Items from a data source
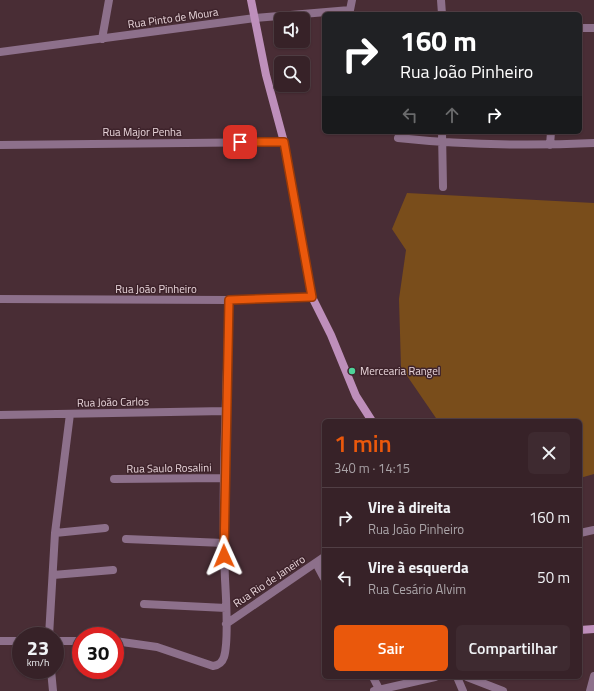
<!DOCTYPE html>
<html lang="pt">
<meta charset="utf-8">
<style>
:root{--surface:#372228;--page:#3e2a30;--text:#f1f3f6;--muted:#aaa4a8;--line:#513f45;--accent:#ea580c}
body{margin:0;font-family:"Titillium Web",sans-serif;background:var(--page);color:var(--text);height:100vh;display:flex;flex-direction:column;font-size:15px;white-space:nowrap}
*{box-sizing:border-box;margin:0}
p{font-size:13px;color:var(--muted)}
.icon{flex:none;width:22px;height:22px;fill:none;stroke:currentColor;stroke-width:2;stroke-linecap:round;stroke-linejoin:round}
.map{position:relative;flex:1;overflow:hidden}
.drawer{position:absolute;left:322px;top:419px;width:260px;height:260px;display:flex;flex-direction:column;background:var(--surface);border-radius:6px;box-shadow:0 1px 3px #0004,0 0 0 1px var(--line)}
.drawer>*{flex:none}
.guide{position:absolute;left:322px;top:12px;width:260px;height:122px;border-radius:6px;box-shadow:0 1px 3px #0004,0 0 0 1px var(--line);background:#202124;color:#fff;overflow:hidden}
.tools{position:absolute;left:274px;top:12px;display:grid;gap:8px}
.tools a{display:grid;place-items:center;width:36px;height:36px;border-radius:6px;background:var(--surface);box-shadow:0 1px 3px #0004,0 0 0 1px var(--line);font-size:20px}
.speed{position:absolute;left:12px;top:627px;display:flex;gap:8px;font-size:20px;font-weight:700;text-align:center}
.speed>*{display:grid;place-content:center;width:52px;height:52px;border-radius:50%;background:var(--surface);box-shadow:0 1px 3px #0004,0 0 0 1px var(--line);line-height:1}
.speed small{font-size:10px;font-weight:400}
.speed .limit{border:6px solid #d22;background:#fff;color:#111}
.pin{position:absolute;display:grid;place-items:center;width:34px;height:34px;color:#fff;margin:-17px;border-radius:8px;box-shadow:0 2px 6px #0006}
.me{position:absolute;width:44px;margin:-22px;rotate:359deg;stroke-linejoin:round;filter:drop-shadow(0 0 3px #0008)}
.turn{display:flex;align-items:center;gap:14px;height:84px;padding:0 12px;font-size:18px}
.turn .icon{width:52px;height:52px;stroke-width:2.5}
.turn b{display:block;font-size:28px;line-height:34px}
.lanes{display:flex;align-items:center;height:38px;padding:0 12px;background:#0003;justify-content:center;gap:20px;direction:ltr}
.lanes .off{opacity:.35}
.round{display:grid;place-items:center;flex:none;width:42px;height:42px;border-radius:6px;background:var(--page)}
.overview{display:flex;align-items:center;justify-content:space-between;height:68px;padding:0 12px}
h1{font-size:24px;font-weight:600;line-height:30px;color:var(--accent)}
.button{display:flex;gap:8px;margin-top:auto;padding:8px 12px}
.button a{flex:1;height:46px;border-radius:6px;background:var(--accent);color:#fff;font-size:16px;font-weight:600;line-height:46px;text-align:center}
.button a+a{background:var(--page);color:var(--text)}
ul{padding:0;list-style:none}
li{display:flex;align-items:center;gap:12px;height:60px;padding:0 12px;border-top:1px solid var(--line)}
li div{flex:1}
li b{display:block;font-size:15px}
li em{font-style:normal}
.map>svg:first-child{display:block}
</style>
<div class="map">
<svg width="594" height="691" viewBox="0 0 594 691">
<rect width="100%" height="100%" fill="#492d35"/>
<!-- green -->
<path fill="#794d1b" d="M407 193 594 203V474L580 478V421H438L401 367 399 299 406 250 392 229Z"/>
<g fill="none" stroke-linecap="round" stroke-linejoin="round">
<!-- street -->
<path stroke="#8d708b" stroke-width="8" d="M441 0 442 14
M350 10 352 0
M580 28H594
M102 39 109 0
M0 52 255 18 350 10
M442 132 443 187
M398 138C463 145 529 146 594 143
M0 145 284 142
M550 145 551 132
M0 299 229 300C227 393 221 486 225 579 226 597 229 641 224 657 222 663 219 665 213 666L157 647 115 641
M0 415 226 411
M114 479 224 478
M55 533 105 528
M580 533 594 530
M126 539 224 543
M316 563 324 578
M53 575 113 570
M144 604 226 608
M226 624 324 557
M49 636 55 533 70 414
M0 641H21
M55 641H81
M51 670 53 691
M373 677 380 691
M457 677 463 691
M467 677 503 691
M374 691 435 677
M590 691 594 676"/>
<!-- secondary -->
<path stroke="#be8fbb" stroke-width="8" d="M251 0 266 75 284 142 312 297 331 335 356 396 372 421
M229 300 312 297
M580 630 594 629"/>
</g>
<g fill="none" stroke-linecap="round" stroke-linejoin="round">
<defs>
<path id="route" d="M224 556 229 300 312 297 284 142H240"/>
</defs>
<!-- route casing -->
<use href="#route" stroke="#983908" stroke-width="10"/>
<!-- route -->
<use href="#route" stroke="#ea580c" stroke-width="7"/>
</g>
<!-- markers -->
<circle fill="#4ed399" stroke="#3e232b" stroke-width="1.5" cx="352" cy="371" r="4"/>
<g text-anchor="middle" dominant-baseline="central" stroke-width="3" stroke-linejoin="round" paint-order="stroke">
<!-- street labels -->
<g font-size="11" fill="#e9d6db" stroke="#3e232b">
<text transform="translate(173 18) rotate(-8)">Rua Pinto de Moura</text>
<text x="142" y="132">Rua Major Penha</text>
<text x="156" y="289">Rua João Pinheiro</text>
<text transform="translate(113 402) rotate(-1)">Rua João Carlos</text>
<text transform="translate(169 468) rotate(-1)">Rua Saulo Rosalini</text>
<text transform="translate(269 581) rotate(-34)">Rua Rio de Janeiro</text>
</g>
<!-- poi labels -->
<g font-size="11" fill="#e9d6db" stroke="#3e232b" text-anchor="start">
<text x="360" y="371">Mercearia Rangel</text>
</g>
</g>
</svg>
<div class="tools">
<a><svg class="icon" aria-label="sound" viewBox="0 0 24 24"><path d="M4 9h4l5-4v14l-5-4H4zM17 9q2 3 0 6"/></svg></a>
<a><svg class="icon" aria-label="search" viewBox="0 0 24 24"><circle cx="10" cy="10" r="6"/><path d="M15 15l6 6"/></svg></a>
</div>
<div class="speed"><div>23<small>km/h</small></div><div class="limit">30</div></div>
<div class="pin" style="left:240px;top:142px;background:#d93025"><svg class="icon" aria-label="arrive" viewBox="0 0 24 24"><path d="M6 21V4h12l-3 4 3 4H6"/></svg></div>
<svg class="me" style="left:224px;top:556px" viewBox="-20 -20 40 40"><path d="M0-17L14 15 0 8-14 15z" fill="#ea580c" stroke="#fff" stroke-width="4"/></svg>
<div class="guide">
<div class="turn"><svg class="icon" aria-label="right" viewBox="0 0 24 24"><path d="M7 20v-9h11M14 6l5 5-5 5"/></svg><div><b>160 m</b>Rua João Pinheiro</div></div>
<div class="lanes"><svg class="icon off" aria-label="left" viewBox="0 0 24 24"><path d="M17 20v-9H6M10 6l-5 5 5 5"/></svg><svg class="icon off" aria-label="ahead" viewBox="0 0 24 24"><path d="M12 20V5M6 11l6-6 6 6"/></svg><svg class="icon" aria-label="right" viewBox="0 0 24 24"><path d="M7 20v-9h11M14 6l5 5-5 5"/></svg></div>
</div>
<section class="drawer">
<div class="overview"><div><h1>1 min</h1><p>340 m · 14:15</p></div><a class="round"><svg class="icon" aria-label="close" viewBox="0 0 24 24"><path d="M6 6l12 12M18 6L6 18"/></svg></a></div>
<ul>
<li><svg class="icon" aria-label="right" viewBox="0 0 24 24"><path d="M7 20v-9h11M14 6l5 5-5 5"/></svg><div><b>Vire à direita</b><p>Rua João Pinheiro</p></div><em>160 m</em></li>
<li><svg class="icon" aria-label="left" viewBox="0 0 24 24"><path d="M17 20v-9H6M10 6l-5 5 5 5"/></svg><div><b>Vire à esquerda</b><p>Rua Cesário Alvim</p></div><em>50 m</em></li>
</ul>
<div class="button"><a>Sair</a><a>Compartilhar</a></div>
</section>
</div>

• [Exercise requirements]: Among the records above, a stretch begins at the line containing "M590 691 594" and ends at the line containing "<!-- markers -->". Restate that stretch word for word, and nothing else.

• [Solution to the problem]:
M590 691 594 676"/>
<!-- secondary -->
<path stroke="#be8fbb" stroke-width="8" d="M251 0 266 75 284 142 312 297 331 335 356 396 372 421
M229 300 312 297
M580 630 594 629"/>
</g>
<g fill="none" stroke-linecap="round" stroke-linejoin="round">
<defs>
<path id="route" d="M224 556 229 300 312 297 284 142H240"/>
</defs>
<!-- route casing -->
<use href="#route" stroke="#983908" stroke-width="10"/>
<!-- route -->
<use href="#route" stroke="#ea580c" stroke-width="7"/>
</g>
<!-- markers -->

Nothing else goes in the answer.